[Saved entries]
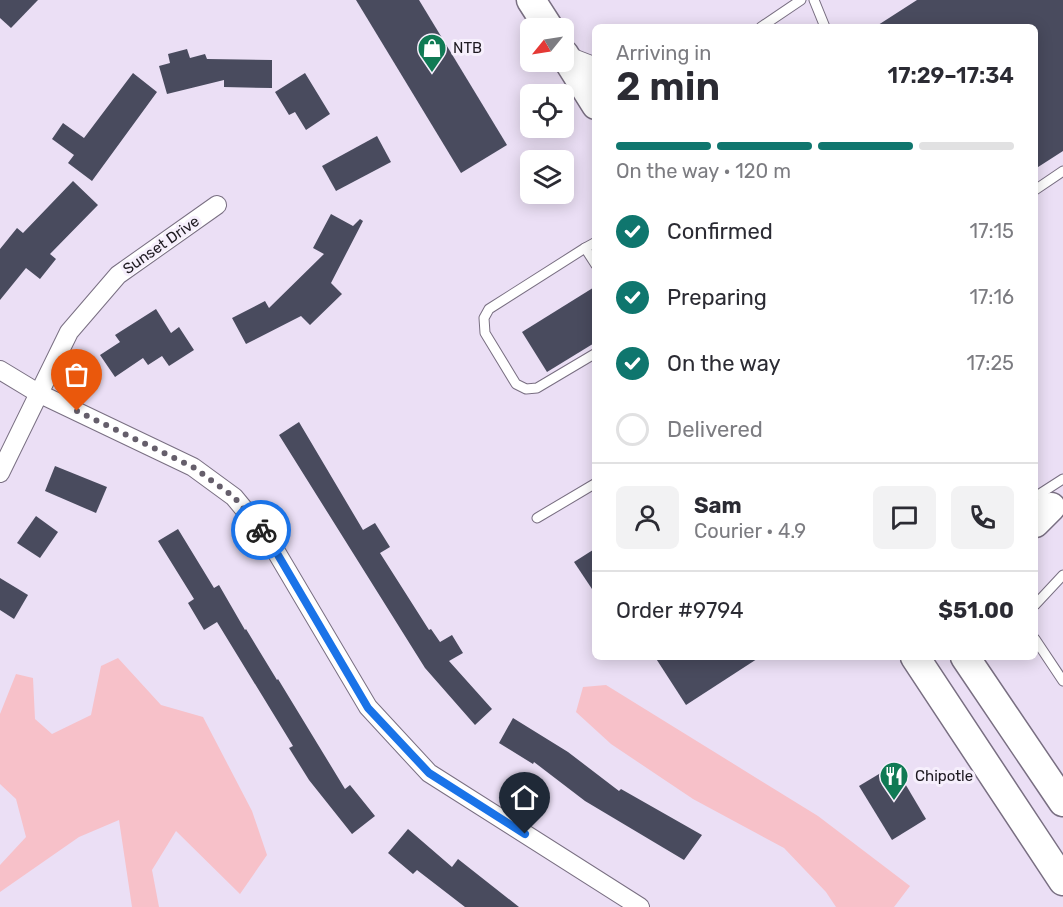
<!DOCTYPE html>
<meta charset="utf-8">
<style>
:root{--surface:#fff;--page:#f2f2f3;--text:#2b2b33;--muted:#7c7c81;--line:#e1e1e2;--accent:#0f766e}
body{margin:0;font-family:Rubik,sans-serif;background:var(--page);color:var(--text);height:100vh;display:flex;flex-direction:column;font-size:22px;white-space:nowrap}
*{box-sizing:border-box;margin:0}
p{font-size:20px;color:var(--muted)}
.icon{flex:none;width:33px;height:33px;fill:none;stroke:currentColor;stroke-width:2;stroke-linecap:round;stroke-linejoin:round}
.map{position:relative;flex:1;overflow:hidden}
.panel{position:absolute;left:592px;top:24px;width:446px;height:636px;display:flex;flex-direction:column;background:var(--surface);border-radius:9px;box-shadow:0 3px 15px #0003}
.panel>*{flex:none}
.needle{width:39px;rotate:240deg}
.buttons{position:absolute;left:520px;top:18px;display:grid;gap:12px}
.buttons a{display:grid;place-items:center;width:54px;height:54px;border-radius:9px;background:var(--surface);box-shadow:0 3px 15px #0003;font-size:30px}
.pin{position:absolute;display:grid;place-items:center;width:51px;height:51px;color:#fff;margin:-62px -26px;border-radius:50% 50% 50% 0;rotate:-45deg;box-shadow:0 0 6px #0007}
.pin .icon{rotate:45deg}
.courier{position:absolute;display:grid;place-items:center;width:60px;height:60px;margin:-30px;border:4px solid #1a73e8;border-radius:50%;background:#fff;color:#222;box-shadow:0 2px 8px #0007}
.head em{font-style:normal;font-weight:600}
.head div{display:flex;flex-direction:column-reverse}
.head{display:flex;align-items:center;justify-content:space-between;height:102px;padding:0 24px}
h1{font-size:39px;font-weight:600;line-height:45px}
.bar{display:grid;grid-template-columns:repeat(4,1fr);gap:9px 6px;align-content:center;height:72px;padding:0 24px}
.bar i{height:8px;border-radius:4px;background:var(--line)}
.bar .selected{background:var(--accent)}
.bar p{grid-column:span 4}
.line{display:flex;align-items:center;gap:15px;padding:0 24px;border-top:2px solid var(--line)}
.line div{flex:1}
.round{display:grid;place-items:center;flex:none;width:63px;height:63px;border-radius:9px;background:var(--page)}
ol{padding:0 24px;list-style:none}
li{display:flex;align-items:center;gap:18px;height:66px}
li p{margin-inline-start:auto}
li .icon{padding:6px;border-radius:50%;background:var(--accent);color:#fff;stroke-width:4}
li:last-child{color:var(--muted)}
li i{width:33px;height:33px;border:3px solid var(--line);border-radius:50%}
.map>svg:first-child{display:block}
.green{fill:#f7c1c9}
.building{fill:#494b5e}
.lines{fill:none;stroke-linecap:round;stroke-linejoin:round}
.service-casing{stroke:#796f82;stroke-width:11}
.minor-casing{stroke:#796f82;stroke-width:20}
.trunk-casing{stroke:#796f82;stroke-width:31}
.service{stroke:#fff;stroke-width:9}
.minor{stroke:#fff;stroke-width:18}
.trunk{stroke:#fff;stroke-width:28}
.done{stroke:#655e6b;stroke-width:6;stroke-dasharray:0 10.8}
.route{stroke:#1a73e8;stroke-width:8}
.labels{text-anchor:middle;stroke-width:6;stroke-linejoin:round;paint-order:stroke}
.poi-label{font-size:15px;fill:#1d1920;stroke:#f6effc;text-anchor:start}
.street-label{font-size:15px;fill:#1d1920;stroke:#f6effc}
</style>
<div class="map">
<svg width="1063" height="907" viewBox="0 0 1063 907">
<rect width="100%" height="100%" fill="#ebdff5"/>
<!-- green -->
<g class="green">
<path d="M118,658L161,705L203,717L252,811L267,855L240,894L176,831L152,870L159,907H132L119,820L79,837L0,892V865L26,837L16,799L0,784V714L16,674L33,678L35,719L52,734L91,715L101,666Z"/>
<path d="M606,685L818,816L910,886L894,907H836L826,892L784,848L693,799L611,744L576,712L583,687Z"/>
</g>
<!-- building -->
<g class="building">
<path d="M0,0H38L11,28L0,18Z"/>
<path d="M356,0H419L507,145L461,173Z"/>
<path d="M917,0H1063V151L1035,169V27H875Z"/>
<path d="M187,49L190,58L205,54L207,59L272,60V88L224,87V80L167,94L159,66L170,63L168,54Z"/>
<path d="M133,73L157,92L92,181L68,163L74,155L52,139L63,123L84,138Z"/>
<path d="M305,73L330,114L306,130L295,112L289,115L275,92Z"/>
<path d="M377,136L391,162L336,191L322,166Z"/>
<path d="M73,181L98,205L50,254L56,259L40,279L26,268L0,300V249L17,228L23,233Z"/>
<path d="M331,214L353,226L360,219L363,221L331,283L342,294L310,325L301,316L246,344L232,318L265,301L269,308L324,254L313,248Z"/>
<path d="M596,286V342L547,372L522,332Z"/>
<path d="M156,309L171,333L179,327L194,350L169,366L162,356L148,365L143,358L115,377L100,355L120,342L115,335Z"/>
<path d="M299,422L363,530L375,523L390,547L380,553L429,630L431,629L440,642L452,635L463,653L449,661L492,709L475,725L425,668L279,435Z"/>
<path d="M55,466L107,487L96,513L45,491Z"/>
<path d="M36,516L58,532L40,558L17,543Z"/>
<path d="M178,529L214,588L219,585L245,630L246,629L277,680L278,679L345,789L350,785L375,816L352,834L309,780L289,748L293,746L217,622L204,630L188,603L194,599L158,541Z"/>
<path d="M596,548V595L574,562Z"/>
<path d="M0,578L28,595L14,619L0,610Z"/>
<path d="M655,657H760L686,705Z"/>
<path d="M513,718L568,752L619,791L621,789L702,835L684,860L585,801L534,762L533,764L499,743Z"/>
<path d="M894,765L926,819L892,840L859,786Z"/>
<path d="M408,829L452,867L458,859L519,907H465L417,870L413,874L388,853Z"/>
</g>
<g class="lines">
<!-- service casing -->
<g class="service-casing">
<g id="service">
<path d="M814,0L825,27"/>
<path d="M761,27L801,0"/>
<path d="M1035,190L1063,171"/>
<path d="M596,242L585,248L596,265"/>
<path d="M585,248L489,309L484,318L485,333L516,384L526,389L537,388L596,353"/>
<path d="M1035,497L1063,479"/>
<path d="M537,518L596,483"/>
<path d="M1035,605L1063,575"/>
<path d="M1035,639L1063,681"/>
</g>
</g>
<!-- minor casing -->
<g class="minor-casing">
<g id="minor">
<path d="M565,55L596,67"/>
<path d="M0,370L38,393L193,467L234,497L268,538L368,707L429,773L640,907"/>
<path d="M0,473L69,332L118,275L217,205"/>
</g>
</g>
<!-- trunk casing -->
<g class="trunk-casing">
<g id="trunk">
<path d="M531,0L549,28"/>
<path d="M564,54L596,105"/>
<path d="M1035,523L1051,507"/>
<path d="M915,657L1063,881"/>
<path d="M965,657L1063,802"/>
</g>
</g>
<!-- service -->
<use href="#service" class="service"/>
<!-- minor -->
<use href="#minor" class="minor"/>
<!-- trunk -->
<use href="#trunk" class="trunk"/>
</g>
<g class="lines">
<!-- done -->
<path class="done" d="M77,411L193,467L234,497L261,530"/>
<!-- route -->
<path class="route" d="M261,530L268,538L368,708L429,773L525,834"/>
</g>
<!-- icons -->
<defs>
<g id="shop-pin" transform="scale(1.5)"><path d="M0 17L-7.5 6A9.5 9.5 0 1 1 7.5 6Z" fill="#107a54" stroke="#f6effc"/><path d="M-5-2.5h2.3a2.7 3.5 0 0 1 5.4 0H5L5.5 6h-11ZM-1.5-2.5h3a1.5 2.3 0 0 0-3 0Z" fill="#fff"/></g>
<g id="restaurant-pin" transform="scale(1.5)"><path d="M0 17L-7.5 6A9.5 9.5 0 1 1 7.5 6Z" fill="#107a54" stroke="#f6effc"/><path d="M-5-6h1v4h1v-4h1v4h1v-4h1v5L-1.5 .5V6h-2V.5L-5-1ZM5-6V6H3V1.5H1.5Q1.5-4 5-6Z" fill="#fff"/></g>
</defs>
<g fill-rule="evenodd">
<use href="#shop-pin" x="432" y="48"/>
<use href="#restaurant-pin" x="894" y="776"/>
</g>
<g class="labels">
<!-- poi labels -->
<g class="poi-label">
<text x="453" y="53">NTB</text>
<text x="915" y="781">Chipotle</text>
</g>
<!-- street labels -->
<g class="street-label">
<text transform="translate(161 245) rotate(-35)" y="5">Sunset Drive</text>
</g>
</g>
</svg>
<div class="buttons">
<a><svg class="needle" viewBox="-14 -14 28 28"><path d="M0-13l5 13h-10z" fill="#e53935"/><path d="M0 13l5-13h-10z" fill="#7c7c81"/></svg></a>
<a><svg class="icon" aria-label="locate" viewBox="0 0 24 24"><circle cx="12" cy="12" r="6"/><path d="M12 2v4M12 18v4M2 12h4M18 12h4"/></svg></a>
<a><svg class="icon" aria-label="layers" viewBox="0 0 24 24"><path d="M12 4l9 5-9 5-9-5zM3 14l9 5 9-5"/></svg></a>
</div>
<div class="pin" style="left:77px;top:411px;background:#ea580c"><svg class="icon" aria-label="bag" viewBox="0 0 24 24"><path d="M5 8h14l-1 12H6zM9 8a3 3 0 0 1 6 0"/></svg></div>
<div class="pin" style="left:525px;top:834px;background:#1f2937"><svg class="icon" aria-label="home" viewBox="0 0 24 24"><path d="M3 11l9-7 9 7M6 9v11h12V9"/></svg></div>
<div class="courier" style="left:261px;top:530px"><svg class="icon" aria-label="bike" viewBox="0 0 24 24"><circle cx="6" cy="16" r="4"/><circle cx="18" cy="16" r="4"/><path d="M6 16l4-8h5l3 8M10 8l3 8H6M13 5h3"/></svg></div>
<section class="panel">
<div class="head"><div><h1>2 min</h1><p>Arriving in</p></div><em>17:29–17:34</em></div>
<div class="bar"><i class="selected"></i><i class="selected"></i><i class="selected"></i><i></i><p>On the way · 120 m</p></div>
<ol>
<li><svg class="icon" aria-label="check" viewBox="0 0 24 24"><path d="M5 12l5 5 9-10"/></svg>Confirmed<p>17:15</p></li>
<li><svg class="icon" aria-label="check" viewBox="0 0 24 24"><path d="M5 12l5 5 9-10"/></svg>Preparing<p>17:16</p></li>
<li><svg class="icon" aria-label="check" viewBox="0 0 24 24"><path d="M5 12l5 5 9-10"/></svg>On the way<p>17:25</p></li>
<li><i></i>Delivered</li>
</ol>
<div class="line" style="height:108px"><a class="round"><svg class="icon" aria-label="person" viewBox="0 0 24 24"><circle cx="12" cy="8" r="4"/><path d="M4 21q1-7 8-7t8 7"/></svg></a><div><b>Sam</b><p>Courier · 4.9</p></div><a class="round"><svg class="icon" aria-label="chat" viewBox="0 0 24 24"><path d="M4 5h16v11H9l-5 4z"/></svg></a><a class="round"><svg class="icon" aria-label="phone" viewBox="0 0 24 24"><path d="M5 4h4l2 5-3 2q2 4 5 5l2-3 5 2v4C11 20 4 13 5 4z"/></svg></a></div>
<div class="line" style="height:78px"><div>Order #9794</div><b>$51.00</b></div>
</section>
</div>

ACTIVITY – Your answer must be one number: how many lines of the entries hold the string "space".

WORKED SOLUTION – 2